*** Opening of Supplied records ***
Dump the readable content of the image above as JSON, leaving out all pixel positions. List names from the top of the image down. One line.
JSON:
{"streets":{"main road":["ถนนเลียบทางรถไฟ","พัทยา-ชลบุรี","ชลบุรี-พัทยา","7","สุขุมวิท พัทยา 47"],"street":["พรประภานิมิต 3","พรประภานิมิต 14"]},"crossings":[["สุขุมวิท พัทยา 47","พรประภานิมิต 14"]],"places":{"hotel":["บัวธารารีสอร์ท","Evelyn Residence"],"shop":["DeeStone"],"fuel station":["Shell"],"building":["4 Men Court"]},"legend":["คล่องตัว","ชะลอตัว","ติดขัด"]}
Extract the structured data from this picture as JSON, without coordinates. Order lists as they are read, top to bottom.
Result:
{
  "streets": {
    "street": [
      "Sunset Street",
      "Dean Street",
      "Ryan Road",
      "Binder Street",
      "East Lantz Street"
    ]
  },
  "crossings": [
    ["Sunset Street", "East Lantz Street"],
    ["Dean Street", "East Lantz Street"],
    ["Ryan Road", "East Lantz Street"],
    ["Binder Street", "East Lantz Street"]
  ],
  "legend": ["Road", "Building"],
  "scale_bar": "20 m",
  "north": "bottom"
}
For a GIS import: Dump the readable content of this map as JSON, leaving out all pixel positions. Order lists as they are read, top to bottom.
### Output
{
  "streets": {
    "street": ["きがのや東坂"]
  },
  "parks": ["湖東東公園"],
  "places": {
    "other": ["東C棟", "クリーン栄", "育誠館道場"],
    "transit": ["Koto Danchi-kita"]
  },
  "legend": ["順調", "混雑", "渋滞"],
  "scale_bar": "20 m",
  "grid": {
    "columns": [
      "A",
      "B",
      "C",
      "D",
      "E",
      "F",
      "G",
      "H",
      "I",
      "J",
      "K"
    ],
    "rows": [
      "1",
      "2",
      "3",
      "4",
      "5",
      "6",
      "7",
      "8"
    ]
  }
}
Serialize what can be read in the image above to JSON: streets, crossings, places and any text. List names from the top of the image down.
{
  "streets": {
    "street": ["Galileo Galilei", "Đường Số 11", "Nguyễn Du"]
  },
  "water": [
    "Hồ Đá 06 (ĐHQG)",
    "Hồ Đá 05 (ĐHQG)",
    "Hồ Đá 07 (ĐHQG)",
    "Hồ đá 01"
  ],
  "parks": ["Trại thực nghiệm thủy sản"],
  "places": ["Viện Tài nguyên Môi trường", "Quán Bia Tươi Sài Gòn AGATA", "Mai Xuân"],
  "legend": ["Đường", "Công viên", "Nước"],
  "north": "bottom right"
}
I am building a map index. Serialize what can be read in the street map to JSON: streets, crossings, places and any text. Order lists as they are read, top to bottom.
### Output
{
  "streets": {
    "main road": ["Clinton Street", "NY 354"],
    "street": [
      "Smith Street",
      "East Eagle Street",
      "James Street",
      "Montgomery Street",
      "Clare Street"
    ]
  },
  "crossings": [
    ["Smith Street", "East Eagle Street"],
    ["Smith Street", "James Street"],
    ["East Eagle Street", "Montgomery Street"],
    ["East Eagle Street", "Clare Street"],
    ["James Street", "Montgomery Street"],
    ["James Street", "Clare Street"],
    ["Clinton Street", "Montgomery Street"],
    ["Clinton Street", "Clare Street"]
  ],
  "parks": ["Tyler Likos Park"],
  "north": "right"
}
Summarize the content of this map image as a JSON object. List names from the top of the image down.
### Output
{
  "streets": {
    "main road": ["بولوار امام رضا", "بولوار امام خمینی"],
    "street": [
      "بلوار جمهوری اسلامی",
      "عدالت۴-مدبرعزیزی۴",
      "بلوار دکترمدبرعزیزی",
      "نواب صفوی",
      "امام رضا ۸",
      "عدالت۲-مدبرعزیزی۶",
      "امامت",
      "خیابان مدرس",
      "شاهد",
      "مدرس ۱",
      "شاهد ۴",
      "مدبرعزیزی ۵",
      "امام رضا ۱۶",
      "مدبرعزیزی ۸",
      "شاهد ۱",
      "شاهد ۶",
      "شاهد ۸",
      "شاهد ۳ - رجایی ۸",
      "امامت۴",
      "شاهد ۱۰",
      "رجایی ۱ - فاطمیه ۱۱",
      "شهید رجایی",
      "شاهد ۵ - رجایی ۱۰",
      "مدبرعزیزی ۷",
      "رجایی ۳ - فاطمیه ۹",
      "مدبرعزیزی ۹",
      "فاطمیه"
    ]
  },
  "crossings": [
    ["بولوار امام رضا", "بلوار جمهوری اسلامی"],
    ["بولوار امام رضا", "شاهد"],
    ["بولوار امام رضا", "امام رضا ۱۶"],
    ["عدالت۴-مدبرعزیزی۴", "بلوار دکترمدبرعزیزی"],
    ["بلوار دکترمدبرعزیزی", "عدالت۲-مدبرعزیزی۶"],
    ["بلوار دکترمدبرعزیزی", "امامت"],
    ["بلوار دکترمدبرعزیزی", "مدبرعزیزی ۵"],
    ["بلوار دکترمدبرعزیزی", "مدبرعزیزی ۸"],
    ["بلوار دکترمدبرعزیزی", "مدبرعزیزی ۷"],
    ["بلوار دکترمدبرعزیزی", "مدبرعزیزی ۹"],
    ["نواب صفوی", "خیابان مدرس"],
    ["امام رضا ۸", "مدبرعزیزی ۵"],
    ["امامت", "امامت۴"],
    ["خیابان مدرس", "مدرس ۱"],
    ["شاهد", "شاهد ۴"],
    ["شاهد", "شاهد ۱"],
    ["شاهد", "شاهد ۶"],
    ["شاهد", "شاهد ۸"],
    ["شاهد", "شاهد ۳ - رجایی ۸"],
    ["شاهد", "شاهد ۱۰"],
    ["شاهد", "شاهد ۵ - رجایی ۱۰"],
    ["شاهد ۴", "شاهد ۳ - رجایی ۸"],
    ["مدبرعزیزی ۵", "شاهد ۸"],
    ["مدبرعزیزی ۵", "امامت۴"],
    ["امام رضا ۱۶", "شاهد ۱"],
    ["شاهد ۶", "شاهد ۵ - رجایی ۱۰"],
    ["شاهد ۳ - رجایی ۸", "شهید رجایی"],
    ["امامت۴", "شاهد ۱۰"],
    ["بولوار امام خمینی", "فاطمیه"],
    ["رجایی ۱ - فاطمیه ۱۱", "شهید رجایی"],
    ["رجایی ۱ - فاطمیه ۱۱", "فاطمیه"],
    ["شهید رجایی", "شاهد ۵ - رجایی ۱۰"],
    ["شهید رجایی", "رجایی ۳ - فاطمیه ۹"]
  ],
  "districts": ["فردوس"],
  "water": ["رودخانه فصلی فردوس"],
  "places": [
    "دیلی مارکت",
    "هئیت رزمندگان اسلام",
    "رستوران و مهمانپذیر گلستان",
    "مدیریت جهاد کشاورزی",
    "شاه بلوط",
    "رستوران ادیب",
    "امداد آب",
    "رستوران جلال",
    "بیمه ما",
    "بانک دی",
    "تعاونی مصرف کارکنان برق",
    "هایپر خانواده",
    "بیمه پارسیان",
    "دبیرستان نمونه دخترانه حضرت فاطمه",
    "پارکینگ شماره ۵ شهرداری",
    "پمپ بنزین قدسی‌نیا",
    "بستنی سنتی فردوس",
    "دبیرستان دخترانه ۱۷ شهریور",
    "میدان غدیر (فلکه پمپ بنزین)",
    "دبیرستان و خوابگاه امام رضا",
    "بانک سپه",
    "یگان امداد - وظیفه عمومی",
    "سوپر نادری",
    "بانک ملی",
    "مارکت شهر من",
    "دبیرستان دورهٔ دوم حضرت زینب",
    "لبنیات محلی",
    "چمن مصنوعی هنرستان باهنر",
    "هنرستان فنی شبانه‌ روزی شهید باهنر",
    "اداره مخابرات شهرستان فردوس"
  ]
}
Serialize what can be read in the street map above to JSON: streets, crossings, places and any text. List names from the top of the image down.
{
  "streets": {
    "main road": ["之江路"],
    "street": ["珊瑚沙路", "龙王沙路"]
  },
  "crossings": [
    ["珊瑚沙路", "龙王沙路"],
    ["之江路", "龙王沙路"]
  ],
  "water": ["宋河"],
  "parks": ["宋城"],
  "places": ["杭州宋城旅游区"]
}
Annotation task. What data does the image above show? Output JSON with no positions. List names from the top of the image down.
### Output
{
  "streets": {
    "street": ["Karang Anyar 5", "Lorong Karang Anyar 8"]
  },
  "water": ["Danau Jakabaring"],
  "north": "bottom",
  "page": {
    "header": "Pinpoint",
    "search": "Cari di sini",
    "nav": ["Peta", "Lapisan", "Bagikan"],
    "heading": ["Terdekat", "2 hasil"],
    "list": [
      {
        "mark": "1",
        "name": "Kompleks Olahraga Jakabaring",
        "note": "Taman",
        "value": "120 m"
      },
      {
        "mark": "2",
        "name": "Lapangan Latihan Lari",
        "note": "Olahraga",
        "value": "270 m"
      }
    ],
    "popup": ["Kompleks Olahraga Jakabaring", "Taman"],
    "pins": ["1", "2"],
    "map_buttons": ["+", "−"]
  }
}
*** Close of Supplied records ***
◆ What needs to be done ◆
Scan the records for the word "leaving" and copy every line where it is found.

◆ Result for this task ◆
Dump the readable content of the image above as JSON, leaving out all pixel positions. List names from the top of the image down. One line.
For a GIS import: Dump the readable content of this map as JSON, leaving out all pixel positions. Order lists as they are read, top to bottom.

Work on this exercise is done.